It’s okay if you didn’t. Your faith in Jesus Christ does not depend upon heady theological knowledge or pedantic discussion. But some of us are just nerdy enough to love that stuff.
Regardless of how academic your study of Scripture and your faith’s underpinnings may or may not be, you also hold convictions. Beliefs. Opinions. They may be in regards to a style of worship you prefer or the denomination of a church or how a church operates or how we are to live out our faith in practical application, but sure enough, you’ve got convictions. What do you think they are? Would you die to defend them?
Last summer my husband and I traipsed our way through London and Oxford. Both are incredible places to visit for a whole slew of reasons, and we lapped up everything from the historical building where we stayed to watching tennis at Wimbledon to eating our way around the Borough Market.
We find ourselves in that heady group of people who overly love history, biography, bibliography, social science, literature, geography, and theology. In other words, we geek out at museums, monuments, historical places, and graveyards (let me tell you about the cemetery in Oxford!), and we read and discuss our way through it all, simultaneously planning the next excursion. We’re those parents who stop at historical markers and read them aloud to our kids. I think they probably hate that.
Being those people, Westminster Abbey alone is like a mecca of historical everything. I remember the first time I visited, at the age of 12, and when I looked down to see the marker upon which I stood, I declared, “I’m standing on David Livingstone!” (I presume. Sorry. Couldn’t resist.)
We found ourselves once again walking through Westminster Abbey last July, pointing things out to each other as we went. For us, the history of Great Britain and the UK holds a particular fascination for a myriad of reasons, but specifically because it is so intrinsically entwined with our Protestant faith and its roots in the Protestant Reformation. If we were Catholic, we might feel the same connection.
Even if you don’t know the historical details or the timeline, you’re probably familiar with some of the people involved: Martin Luther’s protest against the teachings of the Roman Catholic church, King Henry the VIII, John Wycliffe’s English Bible, Queen Elizabeth I, John Calvin.
The Clashing Convictions of Elizabeth I and Mary I
Which brings me to the tombs of Mary I and Queen Elizabeth I, both entombed at Westminster Abbey. Briefly, for our purposes in discussion of Christian convictions, what you need to know about these two historically important women is this:
King Henry VIII (the one with six wives) changed England’s official religion from Roman Catholicism to the emerging Protestant church when he established the Church of England in 1531. It was a spiteful move devoid of theological conviction; the Pope wouldn’t grant him a divorce from his first wife, Catherine of Aragon, so in an act of personal defiance (more “I’ll show you!” than “Gosh, I really believe what the Reformers are teaching”), Henry pulled England into the burgeoning religious conflict of his time.

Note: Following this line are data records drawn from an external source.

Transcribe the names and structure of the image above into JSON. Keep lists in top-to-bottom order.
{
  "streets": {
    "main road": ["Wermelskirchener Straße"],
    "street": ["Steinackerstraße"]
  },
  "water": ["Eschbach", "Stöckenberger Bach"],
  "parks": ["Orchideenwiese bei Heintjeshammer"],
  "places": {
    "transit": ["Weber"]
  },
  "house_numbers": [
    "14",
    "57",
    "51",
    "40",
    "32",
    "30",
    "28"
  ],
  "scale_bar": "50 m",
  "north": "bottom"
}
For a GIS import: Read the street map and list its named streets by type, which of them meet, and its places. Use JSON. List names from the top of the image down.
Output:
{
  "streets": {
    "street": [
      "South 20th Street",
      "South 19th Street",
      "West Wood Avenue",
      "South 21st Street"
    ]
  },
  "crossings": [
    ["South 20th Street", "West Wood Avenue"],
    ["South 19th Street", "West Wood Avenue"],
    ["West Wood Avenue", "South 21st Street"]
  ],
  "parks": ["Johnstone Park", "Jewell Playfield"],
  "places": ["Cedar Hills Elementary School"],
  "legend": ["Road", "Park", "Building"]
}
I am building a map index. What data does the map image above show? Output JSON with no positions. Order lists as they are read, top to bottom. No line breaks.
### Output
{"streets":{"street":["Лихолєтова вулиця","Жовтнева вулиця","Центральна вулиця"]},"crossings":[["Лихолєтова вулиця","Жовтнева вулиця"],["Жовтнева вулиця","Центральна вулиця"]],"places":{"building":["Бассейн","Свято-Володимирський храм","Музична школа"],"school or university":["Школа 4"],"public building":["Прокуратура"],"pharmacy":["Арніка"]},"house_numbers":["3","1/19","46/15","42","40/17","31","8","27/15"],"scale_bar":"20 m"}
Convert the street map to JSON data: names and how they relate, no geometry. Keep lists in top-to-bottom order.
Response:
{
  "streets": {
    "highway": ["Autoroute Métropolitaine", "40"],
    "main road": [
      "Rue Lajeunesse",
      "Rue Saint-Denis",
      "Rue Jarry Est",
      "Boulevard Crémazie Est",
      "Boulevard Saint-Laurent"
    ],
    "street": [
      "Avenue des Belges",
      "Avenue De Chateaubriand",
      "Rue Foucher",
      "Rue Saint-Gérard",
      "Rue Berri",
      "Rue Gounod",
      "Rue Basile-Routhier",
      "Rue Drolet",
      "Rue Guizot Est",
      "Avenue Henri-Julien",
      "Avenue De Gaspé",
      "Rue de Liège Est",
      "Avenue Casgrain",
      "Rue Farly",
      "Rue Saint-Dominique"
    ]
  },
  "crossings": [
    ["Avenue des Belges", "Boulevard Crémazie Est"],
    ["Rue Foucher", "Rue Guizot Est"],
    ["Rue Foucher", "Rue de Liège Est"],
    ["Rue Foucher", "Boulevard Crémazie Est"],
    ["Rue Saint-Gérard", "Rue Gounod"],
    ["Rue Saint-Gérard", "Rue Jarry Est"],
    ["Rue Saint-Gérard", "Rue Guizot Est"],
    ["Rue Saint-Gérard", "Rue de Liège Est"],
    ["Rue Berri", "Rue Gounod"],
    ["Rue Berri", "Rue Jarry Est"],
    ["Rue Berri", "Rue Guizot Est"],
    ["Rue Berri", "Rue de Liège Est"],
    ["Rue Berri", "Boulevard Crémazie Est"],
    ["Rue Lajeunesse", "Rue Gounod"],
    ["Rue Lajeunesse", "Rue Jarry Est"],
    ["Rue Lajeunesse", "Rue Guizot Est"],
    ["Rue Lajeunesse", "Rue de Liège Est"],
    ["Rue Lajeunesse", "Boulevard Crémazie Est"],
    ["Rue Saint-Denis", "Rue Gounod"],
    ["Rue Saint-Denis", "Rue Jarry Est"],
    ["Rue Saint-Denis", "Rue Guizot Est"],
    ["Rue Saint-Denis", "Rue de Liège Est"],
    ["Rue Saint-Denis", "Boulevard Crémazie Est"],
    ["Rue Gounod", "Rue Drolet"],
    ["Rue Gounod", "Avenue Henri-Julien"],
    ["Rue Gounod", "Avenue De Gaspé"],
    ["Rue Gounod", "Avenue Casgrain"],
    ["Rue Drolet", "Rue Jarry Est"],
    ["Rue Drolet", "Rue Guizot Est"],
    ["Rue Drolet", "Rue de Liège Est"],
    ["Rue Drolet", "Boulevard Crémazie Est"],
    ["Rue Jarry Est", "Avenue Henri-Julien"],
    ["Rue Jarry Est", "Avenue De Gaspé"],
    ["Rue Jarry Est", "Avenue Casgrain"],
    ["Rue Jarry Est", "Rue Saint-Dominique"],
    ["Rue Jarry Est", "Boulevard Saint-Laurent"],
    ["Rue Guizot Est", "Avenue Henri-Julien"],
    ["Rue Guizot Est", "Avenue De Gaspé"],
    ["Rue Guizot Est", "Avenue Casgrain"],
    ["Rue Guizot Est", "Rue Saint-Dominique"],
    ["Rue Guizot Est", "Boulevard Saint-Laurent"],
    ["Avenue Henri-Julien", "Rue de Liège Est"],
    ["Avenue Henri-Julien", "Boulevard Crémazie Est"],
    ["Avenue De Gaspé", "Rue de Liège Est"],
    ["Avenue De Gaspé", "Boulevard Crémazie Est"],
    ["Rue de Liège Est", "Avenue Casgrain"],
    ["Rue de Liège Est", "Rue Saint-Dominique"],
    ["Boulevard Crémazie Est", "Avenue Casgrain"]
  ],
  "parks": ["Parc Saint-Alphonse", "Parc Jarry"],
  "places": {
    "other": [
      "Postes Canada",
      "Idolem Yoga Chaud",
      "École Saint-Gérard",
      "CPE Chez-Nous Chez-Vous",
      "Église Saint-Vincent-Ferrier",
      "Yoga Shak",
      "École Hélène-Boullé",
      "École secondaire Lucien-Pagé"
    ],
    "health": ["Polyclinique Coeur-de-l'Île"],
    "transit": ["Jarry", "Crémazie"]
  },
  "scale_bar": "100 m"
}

Which leads us to his daughter, Mary I. Mary was the daughter of Henry VIII and Catherine of Aragon. You can imagine how, after her dad divorced her mom and went on to behead his next wife, sweet and cozy their home life must have been. Indeed, when Henry died, Mary’s half-brother inherited the throne but he died just a few years into his reign, and for nine brief days, Lady Jane Grey was made queen for the very reason that the ruling politicians of the time did not want Mary to rule: Jane was Protestant. Mary gathered her supporters and put an end to that, having Lady Jane Grey beheaded and assuming the throne.
In just five years of her subsequent reign, Mary had over 280 dissenters (people who didn’t agree with her Catholic faith) burned at the stake, earning her the moniker “Bloody Mary”. She died at the age of 42, leaving the throne to her half-sister, Elizabeth I.
Elizabeth I and Mary I had a rocky relationship. At times, they were in support of each other, but more often they were at odds. When Elizabeth became queen, she returned England to the Protestant ties of her father, and once again the Church of England was headed by the monarchy there. Separation of church and state wasn’t a thing, for better or worse.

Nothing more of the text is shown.